- Directions
Extract the listing below in full, unchanged.

BEGIN Data extract

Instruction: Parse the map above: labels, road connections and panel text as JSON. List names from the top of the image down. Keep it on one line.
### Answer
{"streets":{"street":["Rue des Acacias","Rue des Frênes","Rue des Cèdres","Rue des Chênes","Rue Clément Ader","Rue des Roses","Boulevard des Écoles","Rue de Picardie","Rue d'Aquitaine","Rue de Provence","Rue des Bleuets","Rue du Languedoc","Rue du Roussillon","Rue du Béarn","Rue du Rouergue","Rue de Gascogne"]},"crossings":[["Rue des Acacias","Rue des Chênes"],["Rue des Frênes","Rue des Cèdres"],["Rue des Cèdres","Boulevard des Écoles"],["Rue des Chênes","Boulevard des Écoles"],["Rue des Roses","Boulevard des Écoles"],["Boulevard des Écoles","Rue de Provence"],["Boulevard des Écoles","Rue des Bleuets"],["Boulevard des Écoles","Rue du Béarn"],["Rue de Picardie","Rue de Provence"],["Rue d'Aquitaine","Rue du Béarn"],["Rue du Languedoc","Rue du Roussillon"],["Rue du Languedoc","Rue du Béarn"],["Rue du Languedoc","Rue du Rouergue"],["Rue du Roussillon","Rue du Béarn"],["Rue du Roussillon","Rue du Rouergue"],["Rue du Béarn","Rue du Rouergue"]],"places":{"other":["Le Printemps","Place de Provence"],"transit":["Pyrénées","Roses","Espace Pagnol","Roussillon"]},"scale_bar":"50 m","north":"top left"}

END Data extract

- Output for this exercise
Instruction: Parse the map above: labels, road connections and panel text as JSON. List names from the top of the image down. Keep it on one line.
### Answer
{"streets":{"street":["Rue des Acacias","Rue des Frênes","Rue des Cèdres","Rue des Chênes","Rue Clément Ader","Rue des Roses","Boulevard des Écoles","Rue de Picardie","Rue d'Aquitaine","Rue de Provence","Rue des Bleuets","Rue du Languedoc","Rue du Roussillon","Rue du Béarn","Rue du Rouergue","Rue de Gascogne"]},"crossings":[["Rue des Acacias","Rue des Chênes"],["Rue des Frênes","Rue des Cèdres"],["Rue des Cèdres","Boulevard des Écoles"],["Rue des Chênes","Boulevard des Écoles"],["Rue des Roses","Boulevard des Écoles"],["Boulevard des Écoles","Rue de Provence"],["Boulevard des Écoles","Rue des Bleuets"],["Boulevard des Écoles","Rue du Béarn"],["Rue de Picardie","Rue de Provence"],["Rue d'Aquitaine","Rue du Béarn"],["Rue du Languedoc","Rue du Roussillon"],["Rue du Languedoc","Rue du Béarn"],["Rue du Languedoc","Rue du Rouergue"],["Rue du Roussillon","Rue du Béarn"],["Rue du Roussillon","Rue du Rouergue"],["Rue du Béarn","Rue du Rouergue"]],"places":{"other":["Le Printemps","Place de Provence"],"transit":["Pyrénées","Roses","Espace Pagnol","Roussillon"]},"scale_bar":"50 m","north":"top left"}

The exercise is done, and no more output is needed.